Make no mistake; the recent slight collywobbles in the world’s major economies is good news for entrepreneurs and investors alike – on the whole that is.
That’s because this has achieved two very important things at the same time:
Firstly, it has made the valuations of most things such as equities, properties, commodities and so on more affordable. So this is unequivocally good news as long as you’d kept at least a little of your powder dry.
And secondly – it has pushed away the spectre of imminently rising interest rates for a while. This won’t last forever, though, so it’s a good idea to strike while the iron is hot here. Simply put – there may never have been a better time to re-mortgage. This is because the overall recovery is underway – but the wobbles mean that there are still some great deals available at fixed rates.
Be careful on the fees though if you’re thinking about re-mortgaging. The main fee is the penalty in exiting any current deal you have – and this may effectively preclude transferal to a new product for the term, so make sure you’ve read your fine print and know exactly what charges you’re in for.
Also – with any new deal, make sure you understand exactly what you’re likely to be charged for. Many mortgage deals look too good to be true – and that’s because they are. The devil is often in the detail here with transfer charges from the new mortgage provider, arrangement fees, legal fees and general administrative hassle that you don’t need.
This is not always the case though. With a new mortgage from HSBC there are no such fees whatsoever – and this is guaranteed. What’s more – the deal is available for up to five years on a fixed basis. There is more information on the mortgage product here
Obviously, the longer you fix for, the higher the interest rate, but don’t worry about that; if you can afford the five-year deal payments – be sure to go for that one.
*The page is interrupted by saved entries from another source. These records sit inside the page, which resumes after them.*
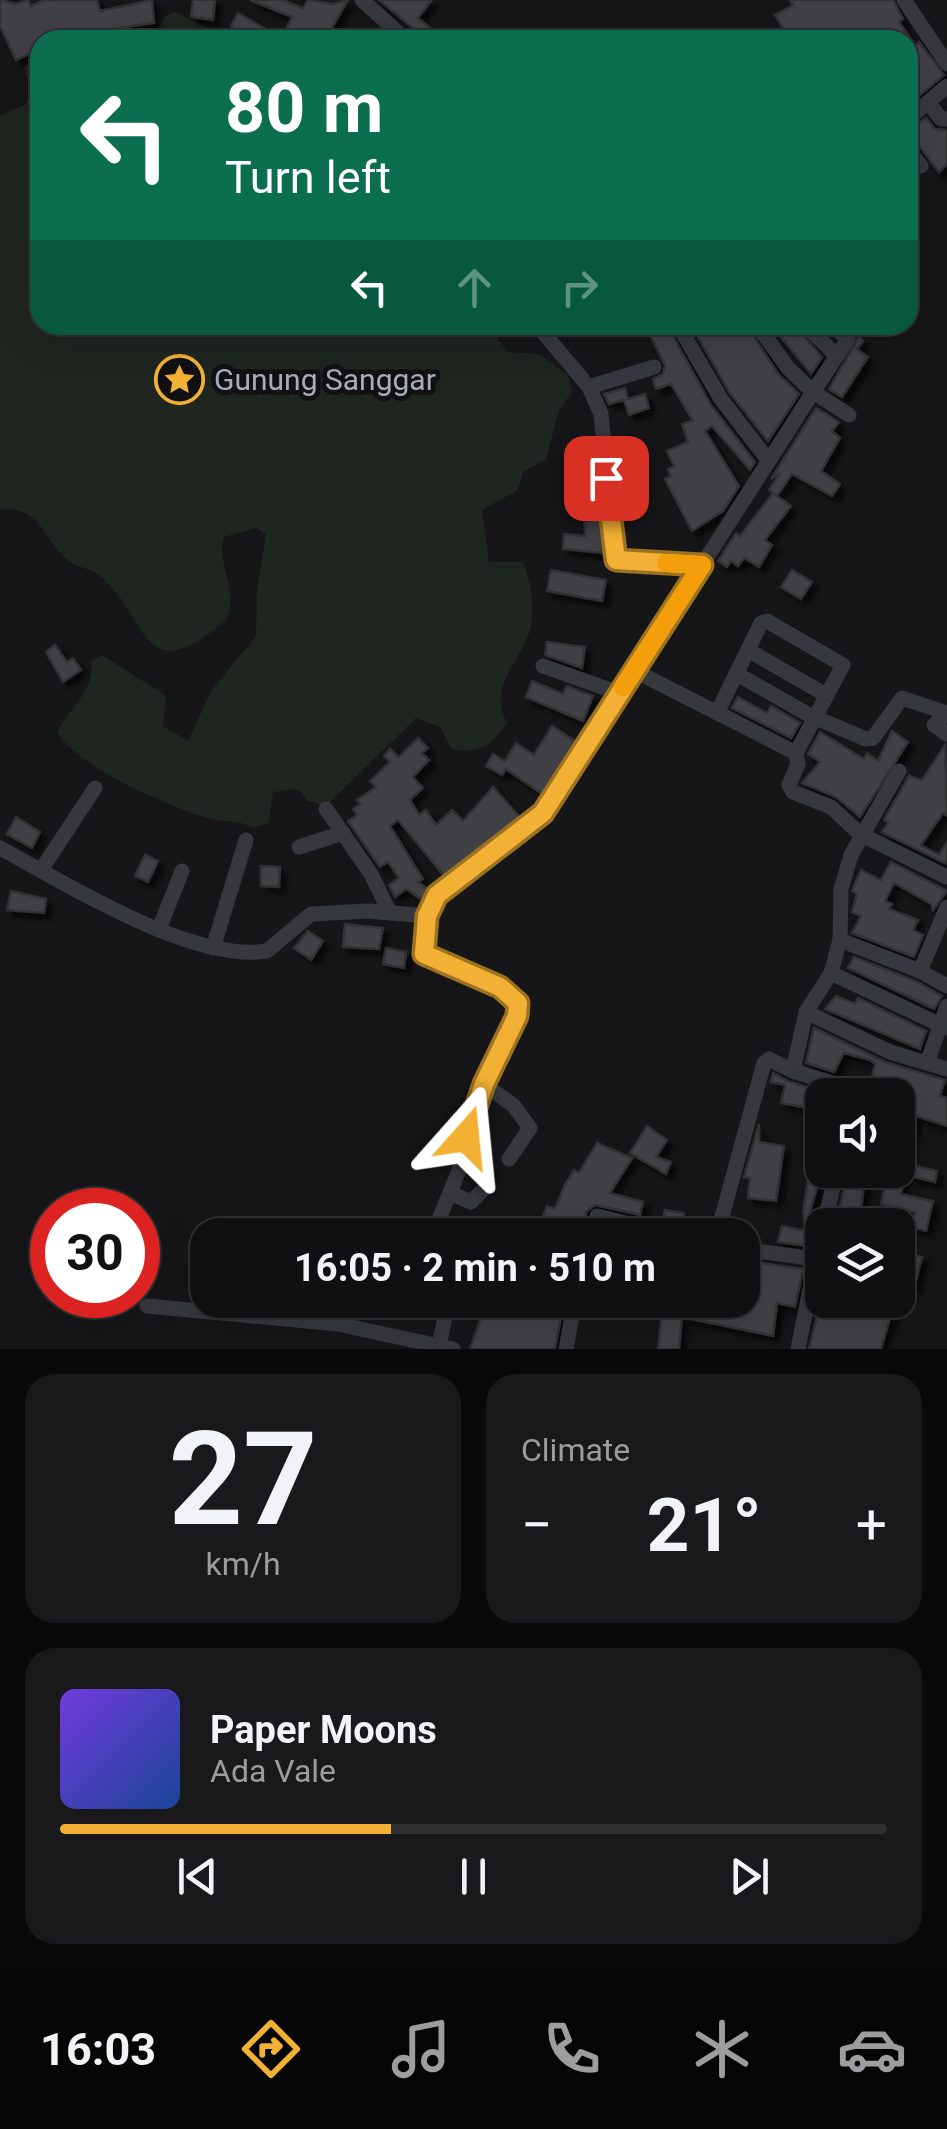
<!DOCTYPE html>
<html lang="en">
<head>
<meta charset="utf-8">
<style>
	body { margin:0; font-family:Roboto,sans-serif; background:#19191b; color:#f1f3f6; height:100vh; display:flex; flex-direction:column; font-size:38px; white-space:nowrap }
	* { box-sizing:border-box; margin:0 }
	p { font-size:32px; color:#9c9d9f }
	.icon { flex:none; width:55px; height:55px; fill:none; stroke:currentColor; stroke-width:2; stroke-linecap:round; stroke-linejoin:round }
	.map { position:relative; height:1349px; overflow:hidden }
	.panel { display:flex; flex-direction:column; gap:25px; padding:25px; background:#09090a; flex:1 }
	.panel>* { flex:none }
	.top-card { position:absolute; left:30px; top:30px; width:888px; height:305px; border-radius:30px; box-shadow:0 10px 40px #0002,0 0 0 2px #303032; background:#0b6e4f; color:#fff; overflow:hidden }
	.buttons { position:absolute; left:805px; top:1078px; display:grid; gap:20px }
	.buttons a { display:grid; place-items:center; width:110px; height:110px; border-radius:20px; background:#101012; box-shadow:0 10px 40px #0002,0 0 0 2px #303032; font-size:50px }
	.speed { position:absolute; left:30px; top:1188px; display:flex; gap:20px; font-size:50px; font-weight:700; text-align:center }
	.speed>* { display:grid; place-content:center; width:130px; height:130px; border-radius:50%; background:#101012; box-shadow:0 10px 40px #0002,0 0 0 2px #303032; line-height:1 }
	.speed .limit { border:15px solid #d22; background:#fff; color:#111 }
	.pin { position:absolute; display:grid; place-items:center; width:85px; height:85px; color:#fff; margin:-42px; border-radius:20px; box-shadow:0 5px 15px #0006 }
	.me { position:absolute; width:110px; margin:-55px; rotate:18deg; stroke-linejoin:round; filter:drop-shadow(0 0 8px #0008) }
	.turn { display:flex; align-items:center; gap:35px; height:210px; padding:0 30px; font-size:45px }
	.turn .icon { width:130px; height:130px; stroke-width:2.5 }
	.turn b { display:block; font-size:70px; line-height:85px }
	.lanes { display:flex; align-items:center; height:95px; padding:0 30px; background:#0003; justify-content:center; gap:50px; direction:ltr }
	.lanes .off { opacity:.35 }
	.big { font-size:75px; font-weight:700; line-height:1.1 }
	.panel .card { flex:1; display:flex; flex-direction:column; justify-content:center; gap:15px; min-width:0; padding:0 35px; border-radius:30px; background:#19191b }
	.panel .dial { align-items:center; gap:0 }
	.dial b { font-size:130px; line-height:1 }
	.song { display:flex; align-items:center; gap:30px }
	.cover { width:120px; height:120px; border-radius:15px; background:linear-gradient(135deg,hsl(260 70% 55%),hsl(220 70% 35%)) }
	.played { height:10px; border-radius:5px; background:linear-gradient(90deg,#f2b134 40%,#303032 40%) }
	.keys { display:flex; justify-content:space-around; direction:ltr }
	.heat { display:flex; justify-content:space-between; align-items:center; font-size:55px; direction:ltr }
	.panel .tiles { flex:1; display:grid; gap:25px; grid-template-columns:1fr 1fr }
	.card:last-child { grid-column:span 2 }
	.trip { position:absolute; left:190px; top:1218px; width:570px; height:100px; border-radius:30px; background:#101012; box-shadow:0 10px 40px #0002,0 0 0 2px #303032; font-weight:700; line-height:100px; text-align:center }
	.tab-bar { display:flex; height:160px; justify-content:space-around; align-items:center; background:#060607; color:#9c9d9f }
	.tab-bar .icon { width:70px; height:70px }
	.tab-bar .active { color:#f2b134 }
	.tab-bar b { font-size:45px; color:#f1f3f6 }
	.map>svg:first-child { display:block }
</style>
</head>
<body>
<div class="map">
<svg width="947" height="1349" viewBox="0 0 947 1349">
	<defs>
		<filter id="shadow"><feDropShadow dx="6" dy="6" stdDeviation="2.5" flood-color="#0009"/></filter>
	</defs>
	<rect width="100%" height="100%" fill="#161618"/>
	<g fill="#1e261f">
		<polygon points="175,12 230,40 129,40 129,35 157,30 165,16"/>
		<path d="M 40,57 L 40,325 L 516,325 L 497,338 L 508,352 L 539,354 L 568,375 L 572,392 L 559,410 L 546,459 L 523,472 L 518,490 L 482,510 L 489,562 L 523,562 C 531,581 536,613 529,633 C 518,665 488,686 507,723 C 492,746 476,756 451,748 L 440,727 L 416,718 L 327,805 L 308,801 L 298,789 L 273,792 L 269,823 L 253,828 C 238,819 223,823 207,818 C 164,804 83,770 57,733 C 68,708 96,691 91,662 L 102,655 L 162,693 L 166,697 L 163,726 L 188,741 L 211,691 L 256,636 L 257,590 L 266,535 L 257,528 L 224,537 C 216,565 239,590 227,619 C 138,696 151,614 97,574 C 89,568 76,567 69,561 C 44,542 40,503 0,510 L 0,115 L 25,105 L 33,91 L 23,67 Z"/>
	</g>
	<g fill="#404145" stroke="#303034" stroke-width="2.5" filter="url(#shadow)">
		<polygon points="0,0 16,4 28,0 31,6 44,0 97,0 100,11 152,0 154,23 111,29 114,40 75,40 73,34 40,40 40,49 16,60 0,26"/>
		<polygon points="193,0 215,0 213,20 191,17"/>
		<polygon points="250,0 282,0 303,8 308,0 332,4 348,0 325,40 304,33 302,37 286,29 292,17"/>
		<polygon points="379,0 432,0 418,18 433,30 426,39"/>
		<polygon points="790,0 893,0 903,19 899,22 915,45 919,42 944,75 908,105 908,40 790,40 775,15 793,5"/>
		<polygon points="238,13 275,34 271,40 257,40 231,26"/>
		<polygon points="926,118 935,129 947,130 947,164 939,172 917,143 908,139 908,130"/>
		<polygon points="645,325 667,325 711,405 755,462 750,470 712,426 705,431 739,486 723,511 692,531 665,479 671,476 668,469 674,466 667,451 688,442 682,424 693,421 671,384 656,389 653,379 663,374 665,365"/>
		<polygon points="691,325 746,325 779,375 799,394 768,441 730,393"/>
		<polygon points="771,325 794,325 822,357 811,374"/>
		<polygon points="859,337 863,341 857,349 868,357 842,397 829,389"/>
		<polygon points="625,388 628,399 645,394 649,408 629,415 624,400 609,404 604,394"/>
		<polygon points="816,408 839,422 832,431 840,438 821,471 840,484 832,496 792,474 777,496 769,490 780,473 771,479"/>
		<polygon points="589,453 594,456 603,553 563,549 564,534 585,536 584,510 572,511 573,478 567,479 565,455"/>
		<polygon points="773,493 791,506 765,540 772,545 759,567 744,558 738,566 731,561 727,567 718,561 736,533 740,536"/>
		<polygon points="551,570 606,580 602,601 547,591"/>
		<polygon points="792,570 812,582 801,599 781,587"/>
		<polygon points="547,642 585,647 582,668 545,655"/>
		<polygon points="55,645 67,662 73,658 81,670 63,682 46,652"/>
		<polygon points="532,681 563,694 567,686 593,696 583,721 526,697"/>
		<polygon points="738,697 767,713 771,706 800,723 791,738 732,708"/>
		<polygon points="552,726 575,741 542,794 506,769 502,775 486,766 493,754 505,761 516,743 534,755"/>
		<polygon points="892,731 908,742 860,817 836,797 802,783 820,762 808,754 820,732 864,759 867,753 878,761"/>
		<polygon points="418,738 428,748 422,753 429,760 413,777 423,788 410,800 419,815 426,810 436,825 452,810 463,821 493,787 520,817 444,876 398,820 390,826 423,879 418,882 428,889 422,900 406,889 395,897 389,885 399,878 388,862 380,867 348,821 357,815 353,809 360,804 357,800 376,787 370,781 390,762 384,756 390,749 399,757"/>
		<polygon points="945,745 947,816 943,813 921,845 939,855 947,842 947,864 882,832 888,823 884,820 909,776 922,780"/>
		<polygon points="16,817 40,832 32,848 7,834"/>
		<polygon points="145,855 158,861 148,882 135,876"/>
		<polygon points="891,862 947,891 933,910 931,904 894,883 885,901 892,904 889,909 918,920 913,930 923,935 914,957 852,933 861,916 852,912 857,894 852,891 861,870 881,880"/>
		<polygon points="261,866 280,867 279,887 261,886"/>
		<polygon points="11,891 46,899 44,913 7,910"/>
		<polygon points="345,924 383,928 379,949 343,947"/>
		<polygon points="308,931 323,941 311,960 294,948"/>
		<polygon points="386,948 406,952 404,968 383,964"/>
		<polygon points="854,957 915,981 942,996 934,1009 848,968"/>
		<polygon points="836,996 855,1004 858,998 926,1031 920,1049 825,1009"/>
		<polygon points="814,1028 885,1062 945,1080 940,1096 947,1098 947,1126 916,1116 906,1164 937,1171 935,1182 905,1175 901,1194 933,1201 926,1231 911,1227 915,1212 881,1204 886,1183 865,1178 859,1225 836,1225 848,1170 898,1170 898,1095 868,1095 875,1064 870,1060 844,1053 834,1072 806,1063"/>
		<polygon points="773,1073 790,1082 833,1095 816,1095 813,1109 781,1103 785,1085 771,1082"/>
		<polygon points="759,1124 759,1142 784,1146 776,1201 748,1198 750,1178 744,1177"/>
		<polygon points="647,1126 667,1140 656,1157 671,1162 666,1174 630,1153"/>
		<polygon points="597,1143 632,1158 610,1193 643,1202 640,1215 595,1205 586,1212 587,1235 531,1235 533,1224 540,1225 547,1206 555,1209 565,1185 574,1170 579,1173"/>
		<polygon points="810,1167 822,1170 810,1212 816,1212 814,1247 778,1242 782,1226 806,1231 803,1212"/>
		<polygon points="665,1210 684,1213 683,1222 708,1226 706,1235 663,1221"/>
		<polygon points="899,1250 922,1257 914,1288 898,1284"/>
		<polygon points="742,1260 803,1269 795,1307 777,1303 773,1336 686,1318 689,1300 709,1300 707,1309 742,1316"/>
		<polygon points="487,1300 511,1300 543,1308 564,1300 555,1349 470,1349"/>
		<polygon points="821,1300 889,1300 887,1310 892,1311 881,1349 809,1349"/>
		<polygon points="662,1314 682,1315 679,1349 658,1349"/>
	</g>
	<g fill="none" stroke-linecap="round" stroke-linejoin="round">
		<g stroke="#37383d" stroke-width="15">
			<polyline points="362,0 406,40"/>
			<polyline points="904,0 947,64"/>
			<polyline points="928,102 941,119 947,119"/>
			<polyline points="908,119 947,86"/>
			<polyline points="908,150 921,166"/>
			<polyline points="537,325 589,387 601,414 615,558 622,562 703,565"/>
			<polyline points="678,325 721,399 768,460"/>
			<polyline points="757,325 788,368 813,392 848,339 832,325"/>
			<polyline points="805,325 837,356"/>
			<polyline points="589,387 654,367"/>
			<polyline points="748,650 826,695"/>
			<polyline points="543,666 619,693"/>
			<polyline points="633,670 796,753 798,764 789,785 793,792 831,807 860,834 947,877"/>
			<polyline points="737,674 809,715 866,739 873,738 902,698 944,712"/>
			<polyline points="717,713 761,623 767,621 843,665 796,753"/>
			<polyline points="947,713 934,725 947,734"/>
			<polyline points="326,809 371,874 390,913"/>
			<polyline points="299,847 343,833"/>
			<path d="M 0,848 C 67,884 192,963 267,951 L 311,914 L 368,911 L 427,916"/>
			<polyline points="41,870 95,788"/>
			<polyline points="159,929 182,871"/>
			<polyline points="840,940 920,971 947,907"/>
			<polyline points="213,948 246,840"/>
			<polyline points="920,971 947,986"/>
			<polyline points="831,973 947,1028"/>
			<polyline points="806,1012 890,1052 947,1069"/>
			<polyline points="927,1063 947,1006"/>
			<polyline points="793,1071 848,1088"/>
			<polyline points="484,1084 514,1106 530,1128 509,1159"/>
			<polyline points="450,1193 471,1202 485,1188"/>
			<polyline points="597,1216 674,1235"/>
			<polyline points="824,1225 837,1170"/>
			<path d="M 460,1235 L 439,1219 L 460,1168 L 476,1104 L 518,1008 C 509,977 449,973 425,954 L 427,916 L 437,895 L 543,813 L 813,392 L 849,415"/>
			<polyline points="717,1235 764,1063 769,1059 793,1071 806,1012 831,973 840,940 841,889 851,855 899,771"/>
			<polyline points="742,1249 816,1259 798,1349"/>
			<polyline points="147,1306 338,1324 453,1349"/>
			<polyline points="439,1345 449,1300"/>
			<polyline points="566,1349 575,1300"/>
		</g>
	</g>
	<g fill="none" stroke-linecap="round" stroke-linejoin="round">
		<defs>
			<polyline id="route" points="466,1137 484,1084 517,1016 518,1003 500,987 424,954 427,916 437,895 543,813 702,565 616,560 606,478"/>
		</defs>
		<use href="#route" stroke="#9d7322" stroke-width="25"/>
		<use href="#route" stroke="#f2b134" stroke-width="18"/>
		<polyline stroke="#f59e0b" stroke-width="18" points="623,687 702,565 666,563"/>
	</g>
	<defs>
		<symbol id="sight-ring" viewBox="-11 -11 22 22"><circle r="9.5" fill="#111113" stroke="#f2b134" stroke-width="1.5"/><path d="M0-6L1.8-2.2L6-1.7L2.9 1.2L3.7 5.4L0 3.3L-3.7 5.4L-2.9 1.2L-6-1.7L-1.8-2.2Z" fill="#f2b134"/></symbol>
	</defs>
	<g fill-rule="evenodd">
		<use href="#sight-ring" x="152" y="352" width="55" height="55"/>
	</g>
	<g text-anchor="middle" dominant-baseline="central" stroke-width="10" stroke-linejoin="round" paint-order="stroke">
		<g font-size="30" fill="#a8adb8" stroke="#111113" text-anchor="start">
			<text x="214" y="379">Gunung Sanggar</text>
		</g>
	</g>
</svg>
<div class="buttons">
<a><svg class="icon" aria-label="sound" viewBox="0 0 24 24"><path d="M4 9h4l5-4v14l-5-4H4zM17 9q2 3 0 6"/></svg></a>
<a><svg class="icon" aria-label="layers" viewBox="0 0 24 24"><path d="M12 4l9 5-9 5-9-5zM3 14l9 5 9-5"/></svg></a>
</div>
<div class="speed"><div class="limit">30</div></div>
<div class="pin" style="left:606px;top:478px;background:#d93025"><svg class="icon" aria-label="arrive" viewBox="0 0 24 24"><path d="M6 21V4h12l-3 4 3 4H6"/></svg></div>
<svg class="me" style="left:466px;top:1137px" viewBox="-20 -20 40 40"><path d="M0-17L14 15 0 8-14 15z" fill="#f2b134" stroke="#fff" stroke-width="4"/></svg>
<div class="trip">16:05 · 2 min · 510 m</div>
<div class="top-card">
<div class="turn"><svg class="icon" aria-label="left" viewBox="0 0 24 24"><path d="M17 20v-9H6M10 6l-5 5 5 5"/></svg><div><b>80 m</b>Turn left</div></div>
<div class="lanes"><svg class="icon" aria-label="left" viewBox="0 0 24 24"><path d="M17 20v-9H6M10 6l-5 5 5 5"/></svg><svg class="icon off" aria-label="ahead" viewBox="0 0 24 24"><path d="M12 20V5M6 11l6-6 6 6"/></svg><svg class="icon off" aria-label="right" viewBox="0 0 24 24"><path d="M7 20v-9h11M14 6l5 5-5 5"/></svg></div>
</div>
</div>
<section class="panel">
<div class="tiles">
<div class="card dial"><b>27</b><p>km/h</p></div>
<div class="card"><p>Climate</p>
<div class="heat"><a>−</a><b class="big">21°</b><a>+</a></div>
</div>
<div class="card">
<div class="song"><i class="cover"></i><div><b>Paper Moons</b><p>Ada Vale</p></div></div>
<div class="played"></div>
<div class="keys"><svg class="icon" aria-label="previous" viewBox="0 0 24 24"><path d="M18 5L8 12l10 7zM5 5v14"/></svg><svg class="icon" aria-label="pause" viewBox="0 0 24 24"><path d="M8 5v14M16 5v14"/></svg><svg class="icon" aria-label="next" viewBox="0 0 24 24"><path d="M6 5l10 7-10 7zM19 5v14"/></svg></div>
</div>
</div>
</section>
<nav class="tab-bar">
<b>16:03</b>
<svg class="icon active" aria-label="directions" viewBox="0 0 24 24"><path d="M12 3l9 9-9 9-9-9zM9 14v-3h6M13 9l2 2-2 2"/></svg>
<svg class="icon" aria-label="music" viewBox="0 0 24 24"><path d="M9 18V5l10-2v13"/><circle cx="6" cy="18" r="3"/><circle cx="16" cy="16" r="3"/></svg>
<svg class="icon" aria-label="phone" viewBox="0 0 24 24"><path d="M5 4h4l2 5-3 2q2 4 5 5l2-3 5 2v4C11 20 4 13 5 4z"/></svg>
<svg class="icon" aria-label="climate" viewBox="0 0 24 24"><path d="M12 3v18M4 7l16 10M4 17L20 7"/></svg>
<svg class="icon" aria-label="car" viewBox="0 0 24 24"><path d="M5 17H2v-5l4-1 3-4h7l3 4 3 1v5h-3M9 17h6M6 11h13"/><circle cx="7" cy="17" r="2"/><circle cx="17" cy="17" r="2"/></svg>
</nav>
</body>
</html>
Certainty is a big thing and exceedingly rare with any financial transactions and the fixed deals for five years surely won’t last forever – as interest rates will surely rise.
This time next year, we may well be into a whole new realm of economic forecasting and governments may be keen to shore up currencies and cool down demand. Who really knows what will happen? But this is certainly a possibility and you don’t want to be sweating over central banks’ decisions if you can afford not to; peace of mind is a priceless commodity.
All in all, then, this may be the perfect time to fix a new deal and to make it as long-term as you can. And if the world doesn’t pan out that way and you could have paid less because interest rates continue to stay lower than their historical averages – at least you’ll have been able to relax and enjoy life knowing your house was eminently affordable for five years – and having been able to sleep well at night in that knowledge.